*What to produce*:
Give back the full listing, character for character, with no pictures.

*Excerpted records*:
=== Begin Enclosure ===

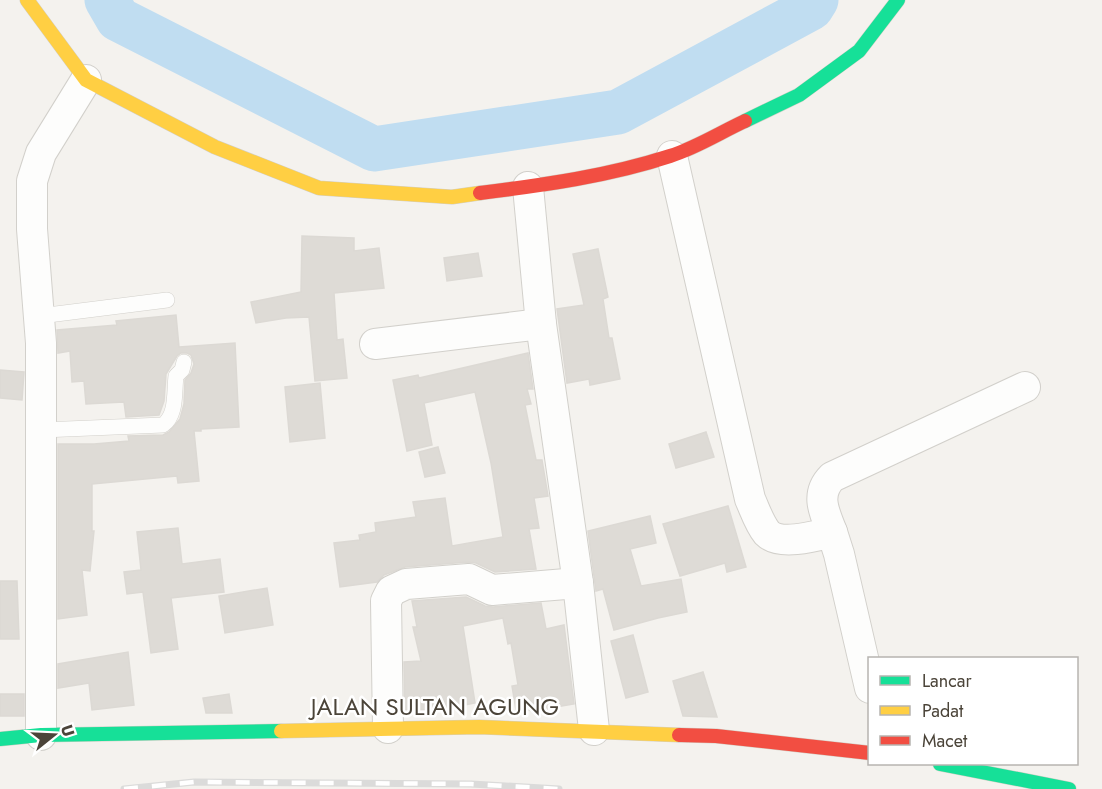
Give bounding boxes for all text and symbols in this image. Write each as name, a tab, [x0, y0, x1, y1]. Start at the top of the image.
legend	[868, 657, 1078, 765]
text: Lancar	[922, 668, 972, 694]
street label: JALAN SULTAN AGUNG	[308, 689, 559, 724]
text: Padat	[922, 698, 964, 724]
north arrow	[24, 705, 84, 765]
text: U	[55, 722, 80, 739]
text: Macet	[922, 728, 968, 754]

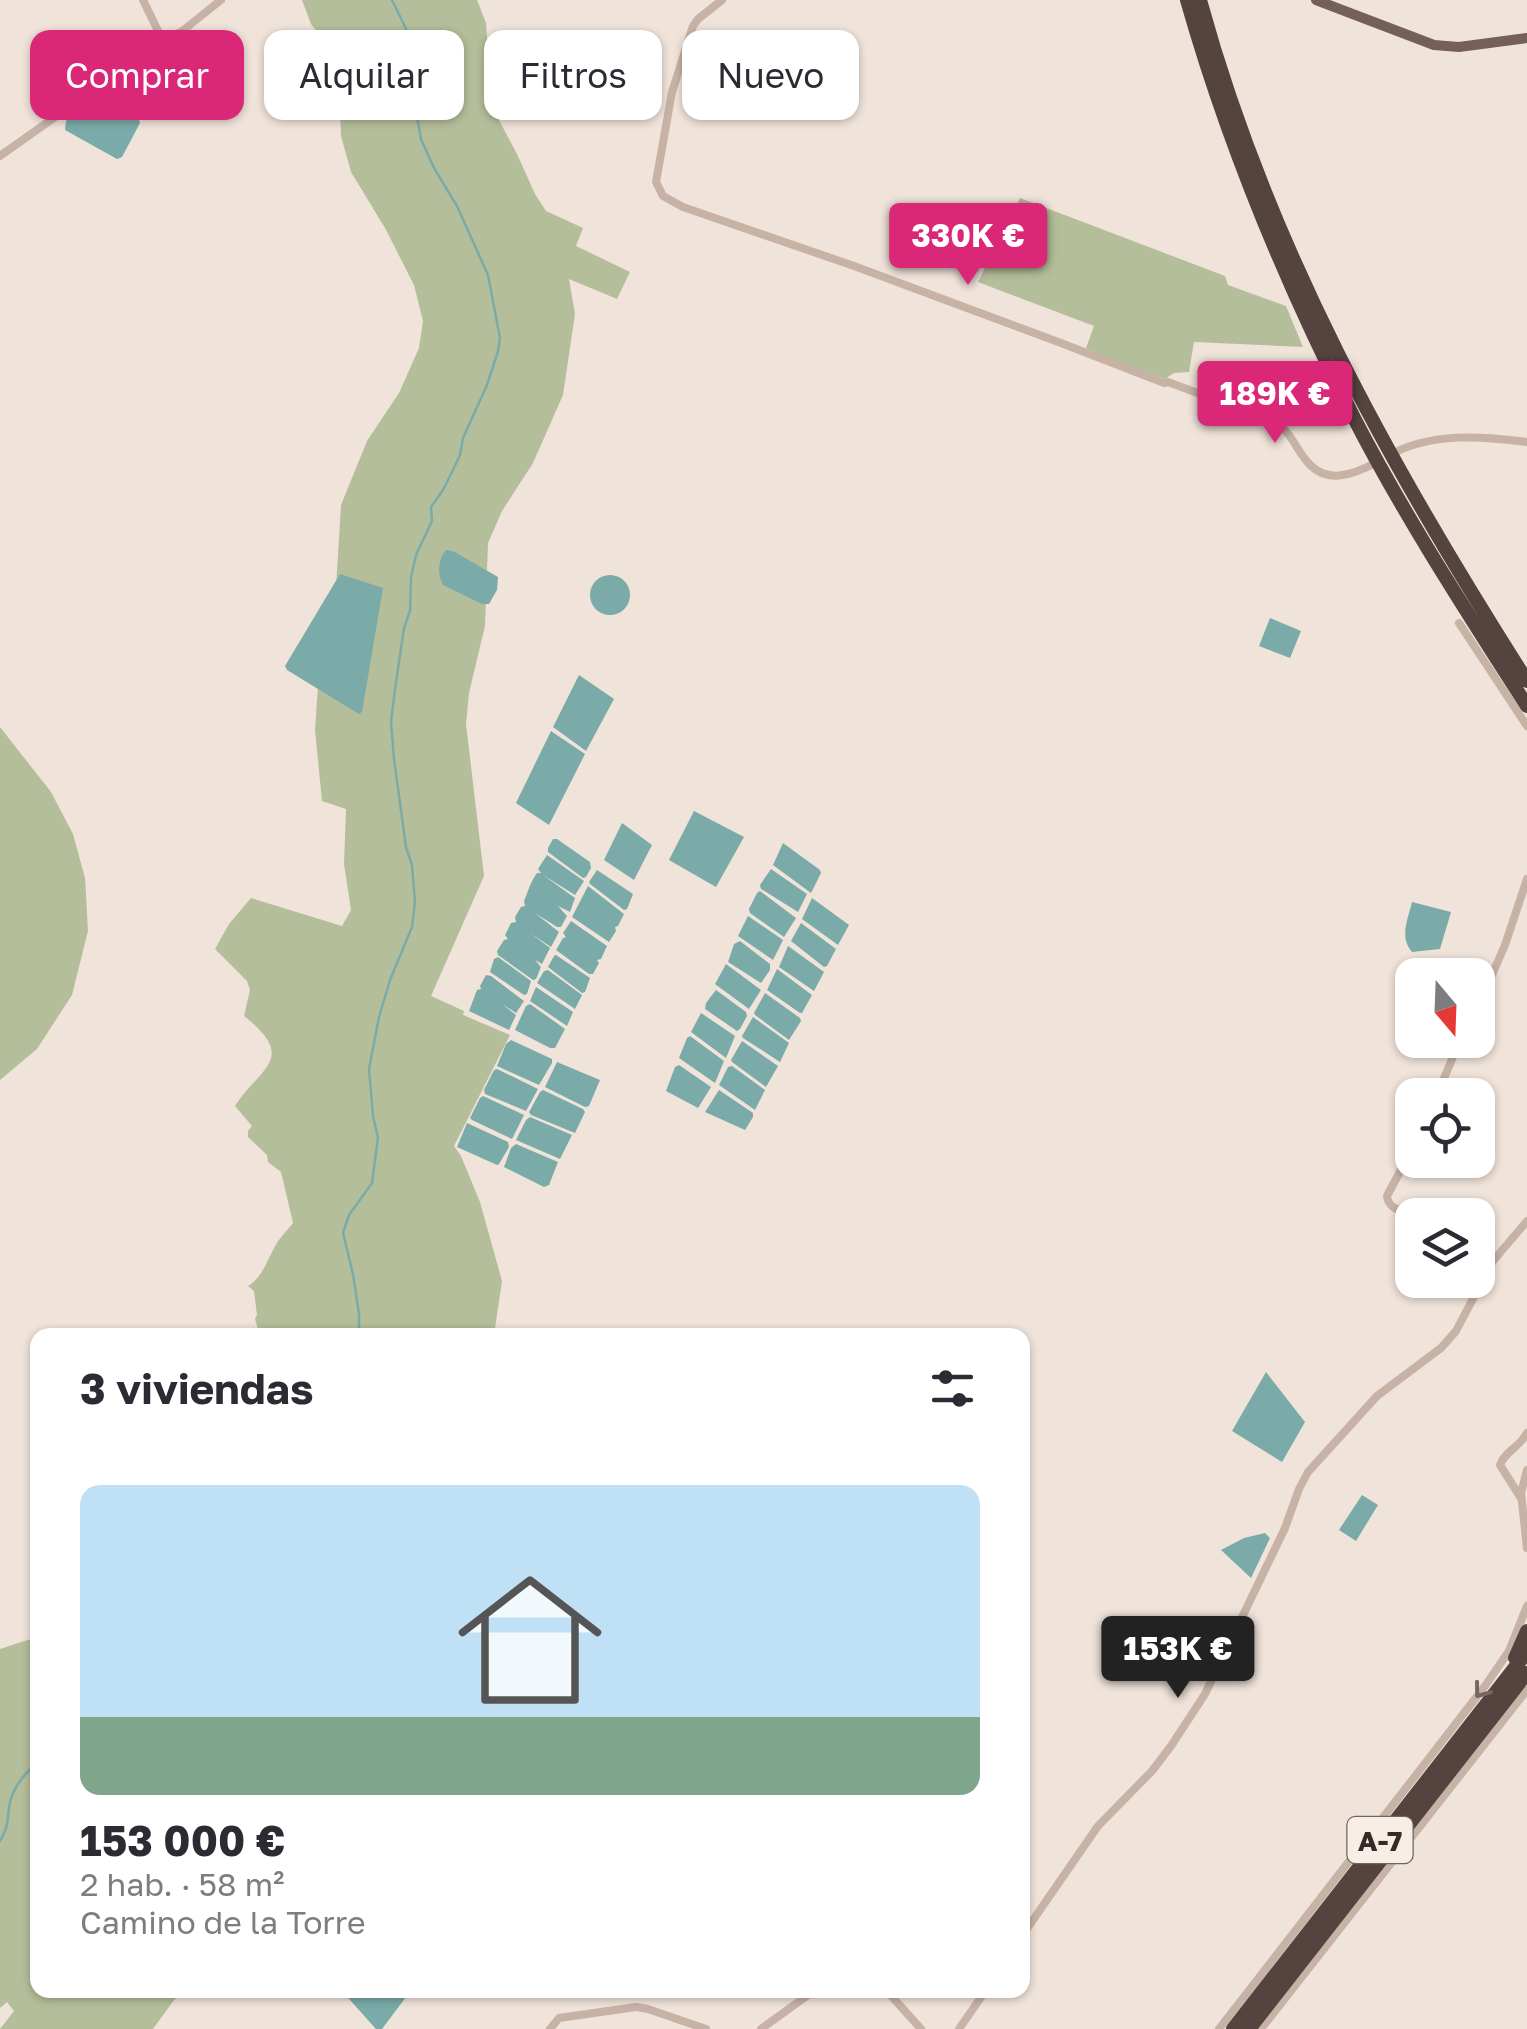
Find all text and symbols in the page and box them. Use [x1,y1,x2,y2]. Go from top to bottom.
chip: Comprar [30,30,244,120]
chip: Alquilar [264,30,464,120]
chip: Filtros [484,30,662,120]
chip: Nuevo [682,30,859,120]
pin: 330K € [887,203,1049,288]
text: 330K € [911,216,1025,254]
pin: 189K € [1194,361,1356,446]
text: 189K € [1219,374,1331,412]
north arrow [1395,958,1495,1058]
map controls [1395,958,1495,1298]
button: locate [1395,1078,1495,1178]
button: layers [1395,1198,1495,1298]
icon: filters [925,1361,980,1416]
text: 3 viviendas [80,1363,313,1413]
icon: home [440,1550,620,1730]
pin: 153K € [1097,1616,1259,1701]
text: 153K € [1123,1629,1233,1667]
one-way arrow [1475,1680,1492,1698]
text: 153 000 € [80,1815,285,1865]
road number: A-7 [1348,1817,1412,1863]
text: 2 hab. · 58 m² [80,1865,284,1903]
text: Camino de la Torre [80,1903,366,1941]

=== End Enclosure ===

*Exercise solution*:
Give bounding boxes for all text and symbols in this image. Write each as name, a tab, [x0, y0, x1, y1]. Start at the top of the image.
legend	[868, 657, 1078, 765]
text: Lancar	[922, 668, 972, 694]
street label: JALAN SULTAN AGUNG	[308, 689, 559, 724]
text: Padat	[922, 698, 964, 724]
north arrow	[24, 705, 84, 765]
text: U	[55, 722, 80, 739]
text: Macet	[922, 728, 968, 754]

Find all text and symbols in the page and box them. Use [x1,y1,x2,y2]. Go from top to bottom.
chip: Comprar [30,30,244,120]
chip: Alquilar [264,30,464,120]
chip: Filtros [484,30,662,120]
chip: Nuevo [682,30,859,120]
pin: 330K € [887,203,1049,288]
text: 330K € [911,216,1025,254]
pin: 189K € [1194,361,1356,446]
text: 189K € [1219,374,1331,412]
north arrow [1395,958,1495,1058]
map controls [1395,958,1495,1298]
button: locate [1395,1078,1495,1178]
button: layers [1395,1198,1495,1298]
icon: filters [925,1361,980,1416]
text: 3 viviendas [80,1363,313,1413]
icon: home [440,1550,620,1730]
pin: 153K € [1097,1616,1259,1701]
text: 153K € [1123,1629,1233,1667]
one-way arrow [1475,1680,1492,1698]
text: 153 000 € [80,1815,285,1865]
road number: A-7 [1348,1817,1412,1863]
text: 2 hab. · 58 m² [80,1865,284,1903]
text: Camino de la Torre [80,1903,366,1941]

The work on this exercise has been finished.